Throughout James Cameron’s Titanic are dotted traces of his wanting to make an Immense Work Of Art, even though immensity had by that time come to equal scale of spectacle rather than depth of emotion. Equally, if we look at Aliens, The Abyss, True Lies or Terminators 1 or 2 in addition to Titanic, there is a case for arguing that James Cameron really wants to write about the role of one-on-one male/female relationships in a world whose technology seems perpetually ready to deny and negate such things.



Yet, was there ever any indication that the largest-grossing motion picture at that time would, in the end, prove such a small, careless affair? It is admittedly hard to access glimpses of humanity in Titanic, so vast are its sets, so visually encyclopaedic its setpieces (but are these photocopies of an encyclopaedia to excuse one from ever reading the thing?), and all that can fairly be said is that di Caprio and Winslet do their best not to be drowned out by the scenery or suffocated by the asinine script, with its solidly black and white portraits of rich versus poor, evil versus noble – if only Leonardo had been given both Con and Jack to play, although swapping roles with Billy Zane may admittedly have made the film look a little too much like a big budget remake of Dead Calm – its terribly patronising treatment of the ship's Irish passengers, stowed away in the hold, and its final gesture in the direction of Schindler’s List which transgresses onto the field of the offensive.
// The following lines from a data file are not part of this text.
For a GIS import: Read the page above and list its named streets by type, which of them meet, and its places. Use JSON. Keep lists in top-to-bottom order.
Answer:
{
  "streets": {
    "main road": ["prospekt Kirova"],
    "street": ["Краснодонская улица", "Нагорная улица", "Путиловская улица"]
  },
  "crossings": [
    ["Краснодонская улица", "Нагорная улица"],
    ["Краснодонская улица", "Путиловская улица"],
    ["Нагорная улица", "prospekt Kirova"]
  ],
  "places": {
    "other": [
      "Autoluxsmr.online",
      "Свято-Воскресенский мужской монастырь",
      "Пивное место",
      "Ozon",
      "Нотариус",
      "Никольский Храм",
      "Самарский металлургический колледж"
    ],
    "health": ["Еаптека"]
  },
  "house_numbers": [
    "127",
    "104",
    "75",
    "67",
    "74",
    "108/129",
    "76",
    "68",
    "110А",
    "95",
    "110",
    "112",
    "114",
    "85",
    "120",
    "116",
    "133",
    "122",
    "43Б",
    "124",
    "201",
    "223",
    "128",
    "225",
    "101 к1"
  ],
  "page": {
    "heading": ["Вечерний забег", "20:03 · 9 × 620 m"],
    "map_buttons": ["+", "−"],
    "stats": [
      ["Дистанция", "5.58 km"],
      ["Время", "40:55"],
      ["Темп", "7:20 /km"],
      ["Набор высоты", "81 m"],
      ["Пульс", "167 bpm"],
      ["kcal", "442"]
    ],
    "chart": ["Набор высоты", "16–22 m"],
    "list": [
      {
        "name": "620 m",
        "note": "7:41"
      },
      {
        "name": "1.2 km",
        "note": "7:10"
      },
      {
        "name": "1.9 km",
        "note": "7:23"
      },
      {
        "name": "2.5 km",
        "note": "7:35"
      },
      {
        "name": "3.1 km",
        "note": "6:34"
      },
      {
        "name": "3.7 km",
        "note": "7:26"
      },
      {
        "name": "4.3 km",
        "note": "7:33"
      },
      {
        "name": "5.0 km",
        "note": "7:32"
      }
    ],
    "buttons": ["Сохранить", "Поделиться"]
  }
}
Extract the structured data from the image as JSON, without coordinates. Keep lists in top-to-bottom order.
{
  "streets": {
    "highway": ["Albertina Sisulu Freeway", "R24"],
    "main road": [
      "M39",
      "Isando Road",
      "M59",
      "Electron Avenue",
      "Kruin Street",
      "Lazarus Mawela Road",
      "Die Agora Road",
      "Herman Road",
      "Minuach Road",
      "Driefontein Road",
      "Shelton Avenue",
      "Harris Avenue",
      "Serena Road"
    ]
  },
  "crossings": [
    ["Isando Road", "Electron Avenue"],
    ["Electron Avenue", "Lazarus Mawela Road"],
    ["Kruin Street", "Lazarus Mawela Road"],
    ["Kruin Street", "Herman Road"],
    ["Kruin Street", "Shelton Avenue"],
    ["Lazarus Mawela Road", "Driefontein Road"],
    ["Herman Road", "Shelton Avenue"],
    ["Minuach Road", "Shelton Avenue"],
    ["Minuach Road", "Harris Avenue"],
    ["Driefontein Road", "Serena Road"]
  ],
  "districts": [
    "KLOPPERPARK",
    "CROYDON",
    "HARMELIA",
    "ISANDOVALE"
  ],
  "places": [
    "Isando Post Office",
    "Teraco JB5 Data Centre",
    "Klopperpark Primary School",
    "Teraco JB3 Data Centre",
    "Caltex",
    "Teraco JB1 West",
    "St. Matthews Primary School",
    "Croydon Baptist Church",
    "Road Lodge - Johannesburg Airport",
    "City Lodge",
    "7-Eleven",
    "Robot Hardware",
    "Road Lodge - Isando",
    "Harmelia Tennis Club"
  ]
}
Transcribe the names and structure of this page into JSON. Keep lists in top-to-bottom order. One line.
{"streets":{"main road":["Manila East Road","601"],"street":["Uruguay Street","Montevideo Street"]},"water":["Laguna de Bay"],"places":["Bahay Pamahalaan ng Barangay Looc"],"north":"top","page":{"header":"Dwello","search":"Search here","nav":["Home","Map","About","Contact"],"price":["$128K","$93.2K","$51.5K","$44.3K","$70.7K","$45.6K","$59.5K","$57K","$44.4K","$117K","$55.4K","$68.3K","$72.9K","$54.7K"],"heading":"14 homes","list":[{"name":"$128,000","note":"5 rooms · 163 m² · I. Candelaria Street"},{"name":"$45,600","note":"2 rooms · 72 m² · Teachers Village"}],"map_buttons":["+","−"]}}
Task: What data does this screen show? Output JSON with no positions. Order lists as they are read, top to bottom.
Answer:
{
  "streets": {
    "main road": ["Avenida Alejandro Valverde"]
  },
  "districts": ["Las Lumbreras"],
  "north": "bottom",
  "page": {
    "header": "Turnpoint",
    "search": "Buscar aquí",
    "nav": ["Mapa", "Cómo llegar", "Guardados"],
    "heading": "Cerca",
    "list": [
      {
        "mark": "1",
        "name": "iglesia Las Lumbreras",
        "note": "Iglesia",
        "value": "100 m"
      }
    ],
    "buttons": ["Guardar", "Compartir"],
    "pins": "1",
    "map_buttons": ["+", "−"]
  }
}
Not to mention the waste of 87-year-old Gloria Stuart portraying the 100-year-old Winslet; if this film made Cameron “king of the world,” then Stuart, the former Busby Berkeley chorus girl, sometimes looked more than ready to close the book on movies once and for all (as it turned out, Stuart lived on well into her hundredth year, still on course to outlive cinema).

 

But the film itself proved secondary to its audience. Titanic was a spectacle to be seen on a huge screen – a computer screen or non-wall mounted television viewed in isolation will make you wonder what all the fuss was about – in the company of many, many people. It didn’t matter that its effects were overwhelmingly computer-generated and digitalised, and that models were used instead of actual ships; indeed the film’s framing device of Bill Paxton diving to investigate the wreck directly refers to a “computer simulation” of the disaster, so what we are watching isn’t “real.” Nor did it concern the billions of people who cheered, screamed and wept at the movie – many times over in a lot of cases – that Cameron played hard and fast with the facts, particularly in the film’s second half, although there is historical substance behind the poor and indigent being placed in steerage and in many cases actively prevented from escaping the hold – all for bureaucratically valid health and safety reasons, not that such a thing existed in 1912. But there isn’t a second of Titanic’s three-and-a-quarter hours that makes you think we are immersed or involved in that year. Nor was the ship’s failure to avoid the iceberg down to some crazy manly scheme to break any speed records; company policy on North Atlantic liners regarded timekeeping and sticking to the timetable a priority to ensure rigid adherence to getting passengers from A to B at the precise time scheduled, hence ice was viewed as an occupational hazard.

 

As I say, however, none of this mattered when cinema audiences viewed the horrified, frozen faces of the crew as they saw the iceberg looming up ahead and could do nothing to avoid even scraping it – which was enough to flood, split and wreck the ship – and began yelling “STOP! STOP!” at the screen. Nor when the ship split, with de Caprio’s Jack Ryan and Winslet’s Rose desperately clinging to each other as other passengers leapt to certain death, and the audience started to scream and even weep openly.

 

Cynics have commented that the movie needed that wreckage to remain interesting, since beforehand it had been a rather dull on-board romcom spiced with spoken and unspoken class resentments – Gosford Park At Sea (minus the snappy dialogue and subtly stark insights that Altman’s film offered. Where was the murder victim? Statistically there were about 1500 of them). But watching Titanic was nothing if it was not a communal experience – something to be shared, and in 1997-8, those immediate pre-internet days, plenty of people still craved that.

 

Even though everybody who watched the film knew what was coming, that didn’t quench the shock, surprise and thrill that its motions generated in its audiences, nor did it dissuade millions from coming back to see the film again, and again…because of its length, the average cinema could only screen Titanic three times a day, but those included early morning screenings, which were usually sold out. Those who watched the film, in some cases dozens of times over, felt that it had connected with them in some shallow yet profound manner. It breached something very intimate in the souls of its audiences.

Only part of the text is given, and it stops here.